Regulations, expertise top cybersecurity challenges for 2021
Digitalisation is impacting nearly every single aspect of our lives. There is not only a rapid adoption of machine learning and artificial intelligence tools, but everyone is becoming more dependent on software, hardware and cloud infrastructure.
The complexity of digitalisation means increased threats and more challenges including cyberattacks on critical infrastructure. Ransomware attacks on healthcare systems, critical processes and public services such as electricity are prime targets.

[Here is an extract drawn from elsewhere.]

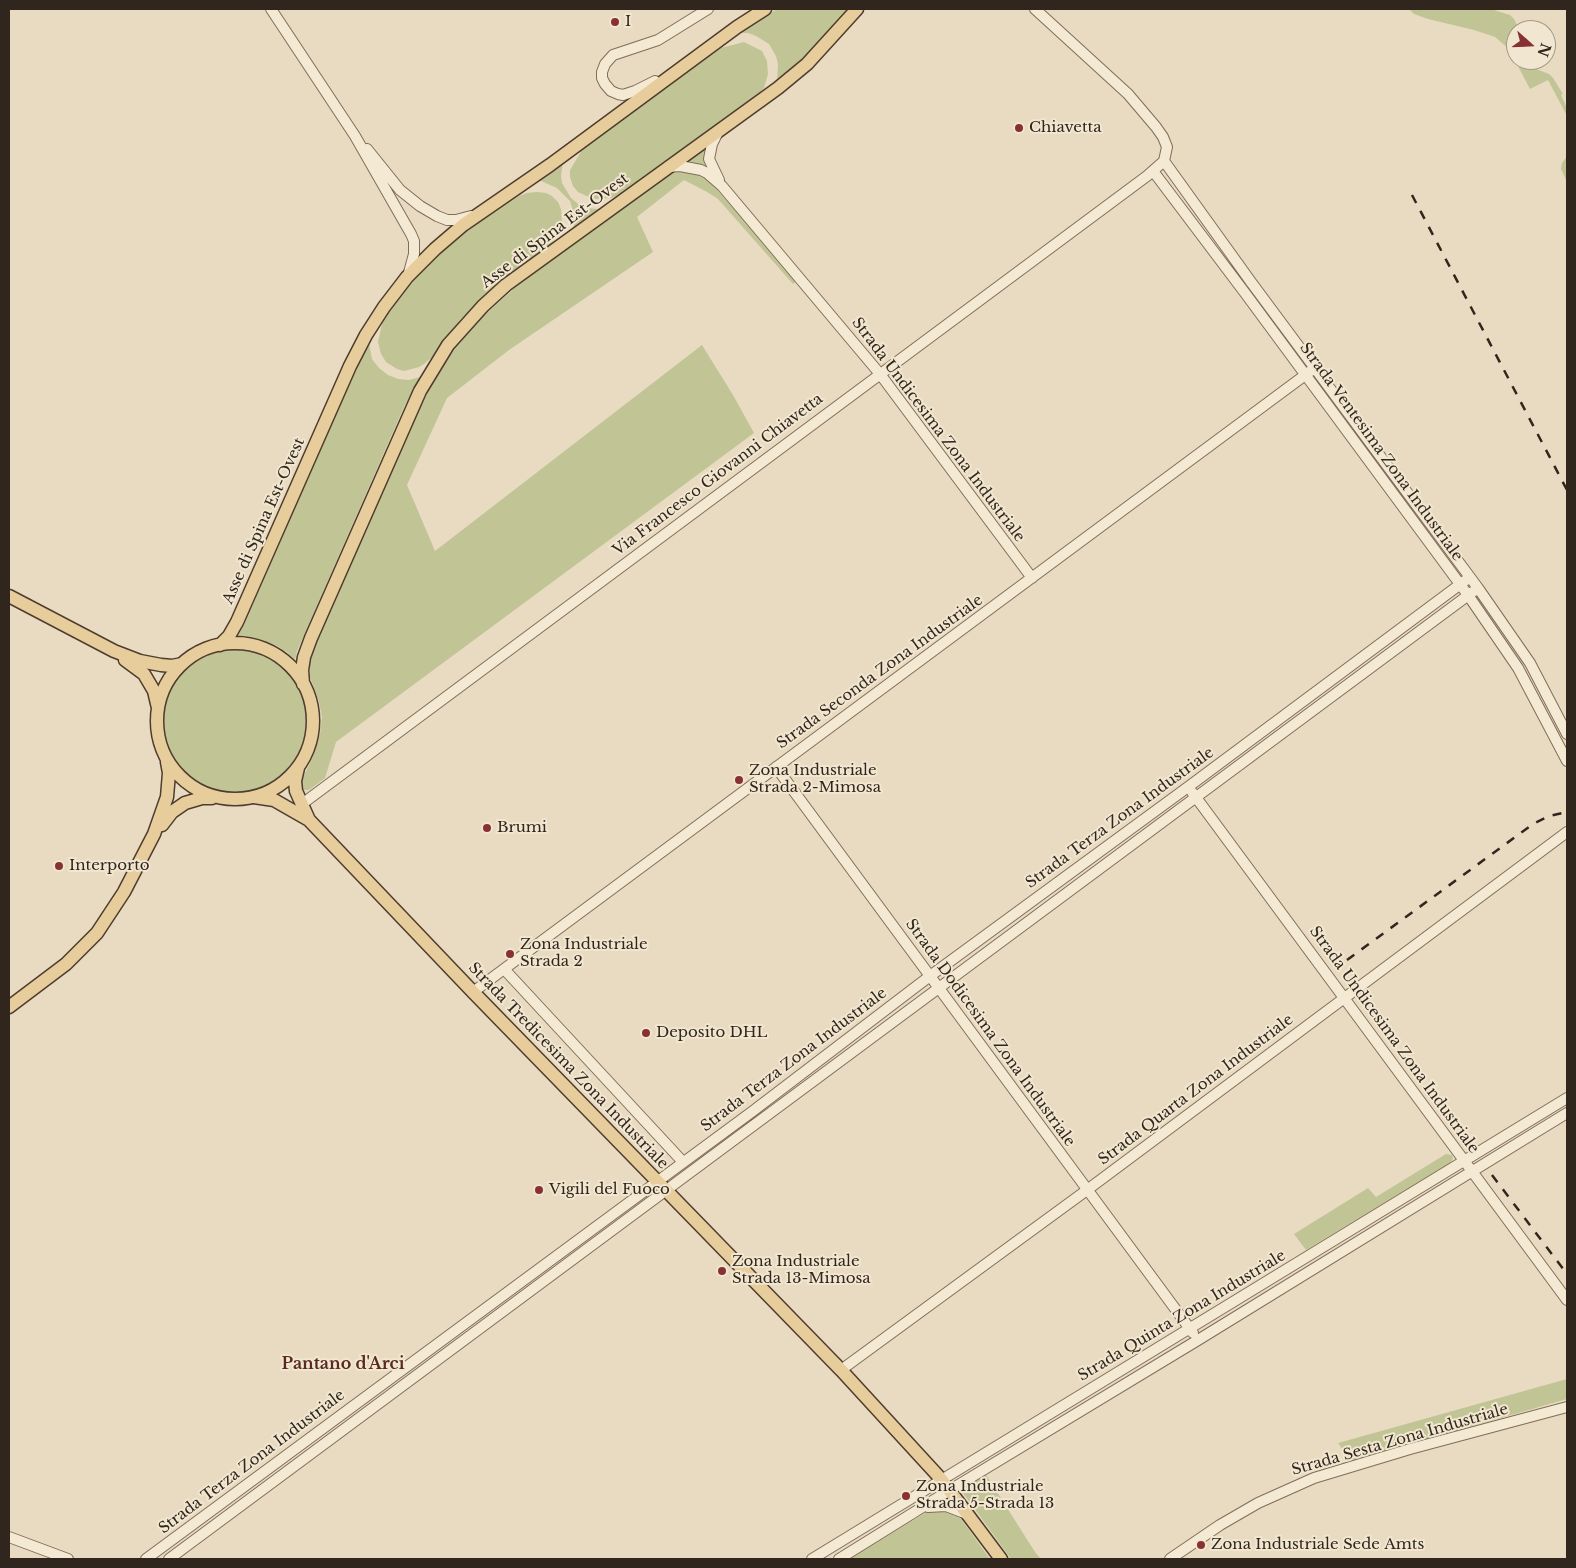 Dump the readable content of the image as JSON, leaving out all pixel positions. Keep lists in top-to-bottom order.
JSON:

Business leaders need to acknowledge that cybersecurity is a national security priority. They will only be secure if they incorporate cybersecurity features, principles and frameworks. In today's complex and distributed business environment, one needs to adapt to combat silent attackers that are technically savvy.
In order to achieve this, businesses will have to act quickly and develop policies and offer training on a large scale.
Cyberattacks have no borders, businesses need to adhere to a growing number and increasingly complex system of regulations and rules, such as the Protection of Personal Information Act 4 of 2013 (POPIA) and the General Data Protection Regulations (GDPR).
Whilst trying to comply with all these complex legislations, rules and regulations, companies still have to defend and protect against cyberattacks. Although these are essential, they can also be costly and create fragmented and conflicting priorities.
Policymakers need to understand that various regulations have similar intent and that various policies add complexity. It makes it difficult for businesses to comply with all rules and regulations, adding more complexity to cybersecurity and data protection. Policies must help increase protection but also reduce regulatory complexity.
IDC predicts that by 2025 there will about 55 billion connected devices worldwide, 75 percent of which will be connected to an IoT platform. Business leaders need to understand that they operate in an ecosystem that is more extensive and less certain than they may think.
Any ecosystem is only as strong as its weakest link. The fact that there are only a few key players in the tech space globally, provides easy access for criminals throughout the digital supply chain.
Business leaders need to realise the breadth of their exposure and what it really means to be protected. They will have to assess the extent of their entire attack surface and their resilience to cyber threats. To ensure there is an acceptable level of visibility and understanding of digital assets, one requires a cross-collaborative and inclusive process involving teams from various business units.
Ransomware is growing at an alarming rate, businesses must have preventative measures for ransomware or any other cyber-attacks. They need to be prepared for the worst, make sure there is always continuity of operations. Data needs to backed-up correctly for any disruptions to computer systems, and key staff need to be trained with a realistic cyber response plan.
Businesses that have a cybersecurity plan and improve their cybersecurity infrastructure, are more likely to be successful. Rather than considering cybersecurity as a liability, they view it as an enabler to everyday operations.
To take advantage of the promises of digitalisation, businesses will have to increase their focus on cybersecurity. Cybersecurity must by default be part of every business security decision and it should include a proactive plan to establish a cybersecurity workforce. Cybersecurity expertise is scarce, businesses should consider cultivating these skills organically.